Return every line of the data below that includes the string "casing".

[[ Records for the task, beginning ]]

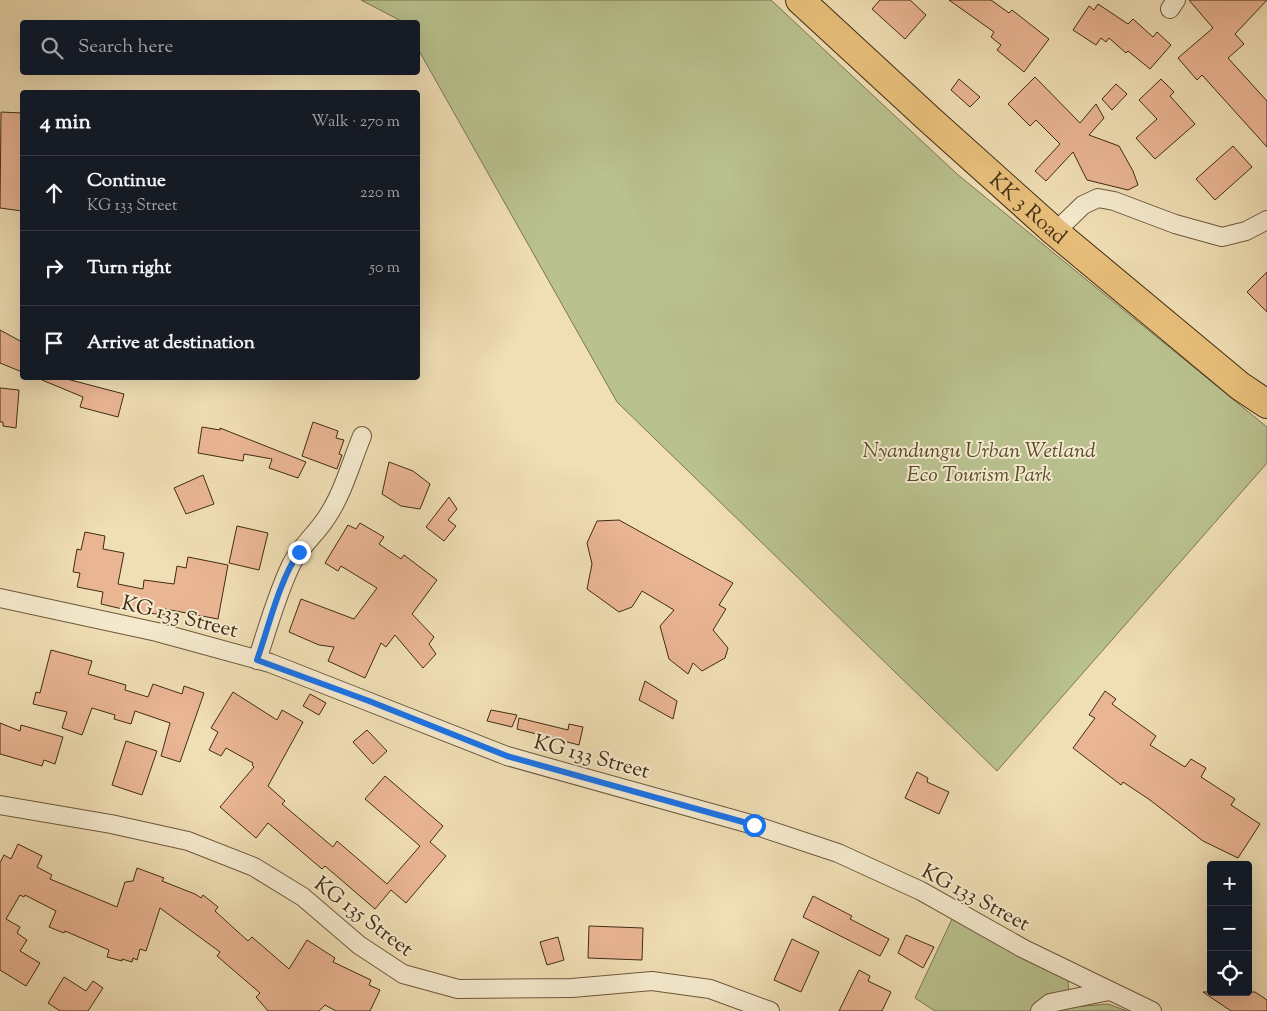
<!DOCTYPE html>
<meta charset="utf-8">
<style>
:root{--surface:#171b24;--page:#20242c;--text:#f1f3f6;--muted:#9ea1a6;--line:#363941}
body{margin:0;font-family:"Sorts Mill Goudy",serif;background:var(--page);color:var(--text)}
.controls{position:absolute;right:15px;bottom:15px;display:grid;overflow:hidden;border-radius:5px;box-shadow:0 5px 20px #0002}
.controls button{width:45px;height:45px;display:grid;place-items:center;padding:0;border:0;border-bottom:1px solid var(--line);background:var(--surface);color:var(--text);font:25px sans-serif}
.stop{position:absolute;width:15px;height:15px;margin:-11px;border:4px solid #1a73e8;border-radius:50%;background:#fff}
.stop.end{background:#1a73e8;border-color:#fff;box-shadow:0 1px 5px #0008}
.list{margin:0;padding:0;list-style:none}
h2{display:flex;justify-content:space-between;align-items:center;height:65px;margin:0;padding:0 20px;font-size:21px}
h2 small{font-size:16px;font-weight:400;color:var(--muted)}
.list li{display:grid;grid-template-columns:32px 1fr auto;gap:15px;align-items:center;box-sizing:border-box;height:75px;padding:0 20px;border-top:1px solid var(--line)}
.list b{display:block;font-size:19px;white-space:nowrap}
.list p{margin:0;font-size:16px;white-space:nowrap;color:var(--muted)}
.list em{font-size:16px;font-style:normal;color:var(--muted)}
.icon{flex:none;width:28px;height:28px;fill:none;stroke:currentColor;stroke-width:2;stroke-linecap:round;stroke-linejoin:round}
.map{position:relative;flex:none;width:1267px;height:1011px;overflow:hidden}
.search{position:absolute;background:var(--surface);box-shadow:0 5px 20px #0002;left:20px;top:20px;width:400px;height:55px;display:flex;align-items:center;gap:12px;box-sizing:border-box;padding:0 18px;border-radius:5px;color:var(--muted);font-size:19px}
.panel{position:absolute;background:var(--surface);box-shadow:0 5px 20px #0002;left:20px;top:90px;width:400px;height:290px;border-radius:5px}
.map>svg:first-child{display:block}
.green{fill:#b9c18e;stroke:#7c7651}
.building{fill:#eab593;stroke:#402c14}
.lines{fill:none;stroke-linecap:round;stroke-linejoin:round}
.minor-casing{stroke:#6c583c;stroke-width:20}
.trunk-casing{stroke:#402c14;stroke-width:30}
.minor{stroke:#f5eace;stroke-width:18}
.trunk{stroke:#e8bf7a;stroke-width:28}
.route{stroke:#1a73e8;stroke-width:6}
.labels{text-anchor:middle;stroke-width:4;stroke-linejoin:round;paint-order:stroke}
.street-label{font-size:21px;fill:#402c14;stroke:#f5eace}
.park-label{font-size:21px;font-style:italic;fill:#584a2c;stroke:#f5eace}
</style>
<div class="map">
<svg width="1267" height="1011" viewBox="0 0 1267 1011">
<rect width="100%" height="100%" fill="#f0deb4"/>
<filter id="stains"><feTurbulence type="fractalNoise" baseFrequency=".004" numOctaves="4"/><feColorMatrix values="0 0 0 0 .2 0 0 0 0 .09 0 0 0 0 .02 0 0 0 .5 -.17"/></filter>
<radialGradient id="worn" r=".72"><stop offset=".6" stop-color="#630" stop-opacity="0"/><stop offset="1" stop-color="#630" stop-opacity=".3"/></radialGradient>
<path class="green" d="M361 0H771L957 174 1267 427V463L997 771 617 402 418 49V22H403Z
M953 917 1067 974 1069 992 1055 993 1030 1011H935L915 998Z
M1108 1004 1127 1011H1056L1061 1008Z"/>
<path class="building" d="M880 0H910L926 15 905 39 872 9Z
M949 0H991L1009 13 1012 10 1049 39 1024 72 997 50 1001 45 991 37 994 32Z
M1189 0H1267L1235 34 1244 44 1228 58 1267 101V147L1202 75 1197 80 1178 58 1213 28Z
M1098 4 1128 24 1133 19 1153 37 1157 32 1171 45 1150 69 1128 51 1126 53 1109 38 1106 42 1101 38 1096 45 1073 30 1089 6 1094 10Z
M1035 77 1080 123 1096 104 1104 118 1089 135 1119 146 1133 171 1138 185 1128 190 1087 180 1073 152 1046 181 1035 171 1060 144 1036 120 1030 126 1008 104Z
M959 79 980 97 970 107 951 90Z
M1161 79 1174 92 1170 96 1195 124 1155 159 1136 138 1157 119 1139 100Z
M1116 84 1127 94 1112 110 1102 99Z
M1 112 22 113V211L0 208Z
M1233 146 1252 167 1215 200 1196 179Z
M1267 272V312L1247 292Z
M0 330 22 342V372L0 363Z
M43 378H63L124 394 118 417 80 407 83 397 42 380Z
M0 388 19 390 16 428 3 426V422H0Z
M313 422 338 431 336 438 344 440 339 454 342 455 337 469 302 456Z
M202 427 220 430V428L306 462 298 478 269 468 272 459 244 454 243 461 198 453Z
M389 462 413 471 430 484 420 509 401 506 382 494Z
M203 475 214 504 186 514 174 488Z
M449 497 457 509 448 520 456 526 444 541 426 527Z
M619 520 733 583 719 605 726 609 713 630 728 648 725 658 702 671 693 663 688 674 669 659 660 626 674 610 642 591 632 607 619 612 587 589 592 564 587 543 597 521Z
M360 523 384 537 379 544 401 559 404 555 437 580 412 614 434 637 429 644 436 654 423 668 395 635 386 647 381 643 365 678 328 661 334 647 319 645 289 632 301 599 354 619 377 588 341 566 338 571 325 563 348 525 356 529Z
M237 526 268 533 259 570 229 563Z
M85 532 105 536 103 549 124 553 118 584 143 589 144 580 174 584 177 566 186 568 188 557 228 565 218 619 165 609V615L131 611 101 604 103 592 77 587 80 573 73 572 77 549 81 550Z
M51 650 92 661 88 674 126 685 125 690 148 697 153 684 182 694 184 686 204 693 180 762 161 756 170 723 135 711 131 724 114 719 115 715 92 708 82 735 62 728 67 712 33 704 36 692 40 693Z
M645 681 677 701 673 719 639 700Z
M1105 691 1116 699 1112 704 1156 736 1150 745 1185 767 1191 759 1206 768 1201 777 1235 799 1231 805 1260 824 1238 858 1203 841 1150 800 1123 782 1121 785 1073 748 1095 718 1089 715Z
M233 692 277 720 282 710 303 722 268 786 285 801 282 804 333 847 337 841 387 884 420 846 365 799 385 776 443 826 430 842 446 856 406 903 391 890 375 909 325 866 322 869 268 823 256 838 220 807 254 767 252 765 253 763 226 748 221 756 209 750 218 732 211 728Z
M310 694 326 703 319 715 303 706Z
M491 710 517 715 512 727 487 721Z
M519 718 568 730 569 724 583 727 579 745 517 729Z
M0 723 20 731 21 725 63 737 55 764 44 760 42 766 0 754Z
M367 730 387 751 373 764 353 742Z
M126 741 157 751 142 795 112 785Z
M917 772 928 778 927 782 949 792 939 814 905 798Z
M18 844 42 856 37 867 52 875 50 879 117 907 125 882 133 881 137 868 164 878 162 881 195 894 201 898 203 895 218 907 215 911 248 941 252 937 289 969 307 940 335 958 333 962 371 980 369 985 380 990 370 1011H336L325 1005 319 1011H268L256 997 260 993 217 956 220 952 160 908 146 951 140 949 137 960 133 958 132 962 122 959V961L107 957 109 950 65 931 64 933 49 927 56 911 25 895 24 897 20 895 6 919 20 927 17 933 27 940 20 951 40 963 26 986 0 970V863L4 855 11 859Z
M813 896 852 916 850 919 889 939 880 956 803 917Z
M589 926 643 928 642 960 588 958Z
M906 935 934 947 923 968 898 953Z
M558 937 564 960 547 965 540 942Z
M792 939 819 952 801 992 774 980Z
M859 970 870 976 868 981 891 992 882 1011H839Z
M64 977 86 991 93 981 103 988 88 1011H60L48 1003Z
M1203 992H1255L1267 1000V1011H1231Z"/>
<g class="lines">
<defs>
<path id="minor" d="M1170 9 1176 0
M1055 232 1083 205 1098 198 1114 201 1175 224 1222 237 1246 231 1267 220
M0 598 157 632 270 663 507 756 754 825 838 853 921 891 1024 949 1152 1011
M257 660C268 628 277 593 292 563 300 547 317 533 327 517 343 493 351 463 362 436
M0 805 111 824 188 841 254 867 303 897 359 945 403 974 458 989 572 988 652 981 710 989 770 1011
M1040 1011 1050 1003 1109 991"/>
<g id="trunk">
<path id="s1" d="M800 0 929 119 1055 232 1240 386 1267 404"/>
</g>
</defs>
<use href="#minor" class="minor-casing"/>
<use href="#trunk" class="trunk-casing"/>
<use href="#minor" class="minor"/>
<use href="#trunk" class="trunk"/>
</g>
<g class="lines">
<path class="route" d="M299 552C279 581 269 626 257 660L369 701 507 756 754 825"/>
</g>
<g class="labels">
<g class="street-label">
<text dy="7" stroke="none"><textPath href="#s1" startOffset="309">KK 3 Road</textPath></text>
<text transform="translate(180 616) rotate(14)" y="7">KG 133 Street</text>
<text transform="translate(592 756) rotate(15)" y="7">KG 133 Street</text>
<text transform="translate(976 897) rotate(28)" y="7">KG 133 Street</text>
<text transform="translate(364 916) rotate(37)" y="7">KG 135 Street</text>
</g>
<g class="park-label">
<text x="979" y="457">Nyandungu Urban Wetland<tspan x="979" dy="24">Eco Tourism Park</tspan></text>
</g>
</g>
<rect width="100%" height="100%" filter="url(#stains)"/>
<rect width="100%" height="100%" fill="url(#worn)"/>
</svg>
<div class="controls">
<button>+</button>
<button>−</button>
<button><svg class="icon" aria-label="locate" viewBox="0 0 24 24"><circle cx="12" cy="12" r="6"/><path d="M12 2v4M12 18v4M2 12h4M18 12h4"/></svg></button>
</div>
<div class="stop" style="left:754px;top:825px"></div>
<div class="stop end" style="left:299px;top:552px"></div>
<div class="search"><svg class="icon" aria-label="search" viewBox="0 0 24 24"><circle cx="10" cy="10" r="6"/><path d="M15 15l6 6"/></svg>Search here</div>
<section class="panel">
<h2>4 min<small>Walk · 270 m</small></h2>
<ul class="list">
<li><svg class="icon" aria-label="ahead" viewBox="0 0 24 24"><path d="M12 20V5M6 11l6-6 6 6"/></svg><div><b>Continue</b><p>KG 133 Street</p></div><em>220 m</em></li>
<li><svg class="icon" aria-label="right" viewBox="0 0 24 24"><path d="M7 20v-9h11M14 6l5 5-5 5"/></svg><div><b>Turn right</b></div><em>50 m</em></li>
<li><svg class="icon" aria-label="arrive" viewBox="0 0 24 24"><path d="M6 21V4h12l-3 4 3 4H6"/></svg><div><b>Arrive at destination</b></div></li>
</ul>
</section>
</div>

[[ Records for the task, end ]]

→ Task solution
.minor-casing{stroke:#6c583c;stroke-width:20}
.trunk-casing{stroke:#402c14;stroke-width:30}
<use href="#minor" class="minor-casing"/>
<use href="#trunk" class="trunk-casing"/>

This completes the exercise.